Pants – their colour, their size, their cost – matter. Women, inevitably, get it worse. Thongs are never just thongs but signifiers of attitude and behaviour, class and sexuality. A pair of Bridget pants, despite being the total opposite of a thong, are treated much the same. It has long been established that, if you’re a woman, someone will read into your underwear and decide it speaks to your soul. No matter how much actual material you’ve chosen to cover yourself with.

For men, this is a little less clear-cut. Perhaps because there is so much cultural emphasis placed on what’s inside a man’s pants, we tend to forget how loaded the actual pants can be. But anyone surveilling the landscape of male underwear choices will find just as much insanity and hypocrisy as there is for women.

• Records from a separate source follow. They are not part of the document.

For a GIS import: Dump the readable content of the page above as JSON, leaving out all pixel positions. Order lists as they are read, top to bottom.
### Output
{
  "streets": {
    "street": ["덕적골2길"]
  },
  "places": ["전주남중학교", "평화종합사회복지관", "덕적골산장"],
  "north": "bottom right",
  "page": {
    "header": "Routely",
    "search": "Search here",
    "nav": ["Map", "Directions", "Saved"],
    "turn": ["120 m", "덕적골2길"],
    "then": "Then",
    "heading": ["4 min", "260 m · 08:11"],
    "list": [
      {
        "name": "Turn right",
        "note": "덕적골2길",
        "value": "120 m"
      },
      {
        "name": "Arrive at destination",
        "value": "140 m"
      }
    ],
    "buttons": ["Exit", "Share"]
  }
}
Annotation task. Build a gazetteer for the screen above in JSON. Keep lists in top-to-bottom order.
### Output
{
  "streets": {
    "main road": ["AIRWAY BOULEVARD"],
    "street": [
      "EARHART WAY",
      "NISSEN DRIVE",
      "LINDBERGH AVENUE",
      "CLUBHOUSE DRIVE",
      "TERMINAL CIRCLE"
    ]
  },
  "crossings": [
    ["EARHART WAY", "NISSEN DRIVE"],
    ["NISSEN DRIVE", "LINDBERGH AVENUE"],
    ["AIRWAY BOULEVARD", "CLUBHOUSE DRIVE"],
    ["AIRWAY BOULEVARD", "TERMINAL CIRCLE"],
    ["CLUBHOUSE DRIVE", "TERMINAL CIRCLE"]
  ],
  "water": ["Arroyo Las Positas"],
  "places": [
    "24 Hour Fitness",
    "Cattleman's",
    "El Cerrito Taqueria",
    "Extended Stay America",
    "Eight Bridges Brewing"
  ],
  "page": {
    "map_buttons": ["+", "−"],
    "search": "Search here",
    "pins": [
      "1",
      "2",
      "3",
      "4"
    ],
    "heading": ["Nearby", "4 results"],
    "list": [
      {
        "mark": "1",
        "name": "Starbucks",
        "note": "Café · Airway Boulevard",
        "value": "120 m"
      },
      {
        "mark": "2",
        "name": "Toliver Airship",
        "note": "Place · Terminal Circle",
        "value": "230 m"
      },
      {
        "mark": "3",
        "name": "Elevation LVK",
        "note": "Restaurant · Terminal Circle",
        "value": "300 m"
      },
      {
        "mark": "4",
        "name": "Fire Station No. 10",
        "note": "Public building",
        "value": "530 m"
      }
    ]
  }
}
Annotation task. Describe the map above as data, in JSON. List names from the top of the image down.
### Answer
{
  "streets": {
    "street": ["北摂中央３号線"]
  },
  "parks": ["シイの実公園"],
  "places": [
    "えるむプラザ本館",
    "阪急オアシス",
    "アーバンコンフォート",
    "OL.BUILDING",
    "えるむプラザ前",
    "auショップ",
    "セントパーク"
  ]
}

Take briefs, a style synonymous with sweaty B-list Calvin Klein hunks photographed in moody black and white – those shots of The Bear’s Jeremy Allen White from earlier this year, for instance, or Aaron Taylor-Johnson-types bearing immaculately and not-at-all-enhanced, egg-shaped front-lumps. But briefs are a tricky sort of pants: look like a Greek god and you’re golden; look like you haven’t stepped into a gym since secondary school and you’re playing with fire.

And labels matter, too. As ludicrous as it sounds, the CK briefs have an undeniable cachet that the cheaper Primark version does not. Wearing the latter would merely open up a can of worms: you’re after a particular look, but for whatever reason aren’t able to, or can’t afford to, go the whole hog. The issue here is that Calvins are expensive! Forty-two quid for a three-pack? In this economy? Perhaps just stick with the cheaper boxer briefs, right?

Hold fire, though! Because boxer briefs are similarly fraught. They are more functional and less outwardly sexified than regular briefs but also run the risk of being a bit drab. Because human beings are very complex creatures, this does hold its own appeal: there is nothing performatively effortful about boxer briefs, nothing ostentatious or smug. Do you speak the language of Sex and the City? Think of boxer briefs as the Aidan Shaw of pants – maybe not your first choice, and maybe a milquetoast bore, but he’ll know how to fix your end table, so you can’t complain too loudly.

Far more controversial than any of the above is the boxer, a too-loose calamity that is very much the San Andreas Fault of underwear: a disaster is imminent; you just never quite know when it’s going to happen. Social judgement is a given here. Then there are mini briefs, a style only ever acceptable on tiny children, and lend adult men the look of, well, a Charli XCX fan not yet brave enough to buy a jockstrap.

Renée Zellweger’s Bridget holds up her control pants in 2001’s ‘Bridget Jones’s Diary’
Renée Zellweger’s Bridget holds up her control pants in 2001’s ‘Bridget Jones’s Diary’ (Miramax/Working Title)

The ironic part of all of this, though, is that the colour or shape of your underwear fundamentally doesn’t matter all that much. Most people never even see your pants. You don’t woo with them, or date with them. All the hard parts of being alive and attracting people occur long before your underwear becomes a factor. So perhaps we need to stop worrying about it so much, and whether what we wear down there says anything about us.

The lesson I should have taken from Bridget Jones’s Diary all those years ago was that Hugh Grant’s roguish Daniel Cleaver was going to sleep with Bridget regardless of the size of her pants. Once you’re rutting around on the carpet of someone’s living room, the state of your underwear is a bit of a non-issue. I don’t know what I was worried about.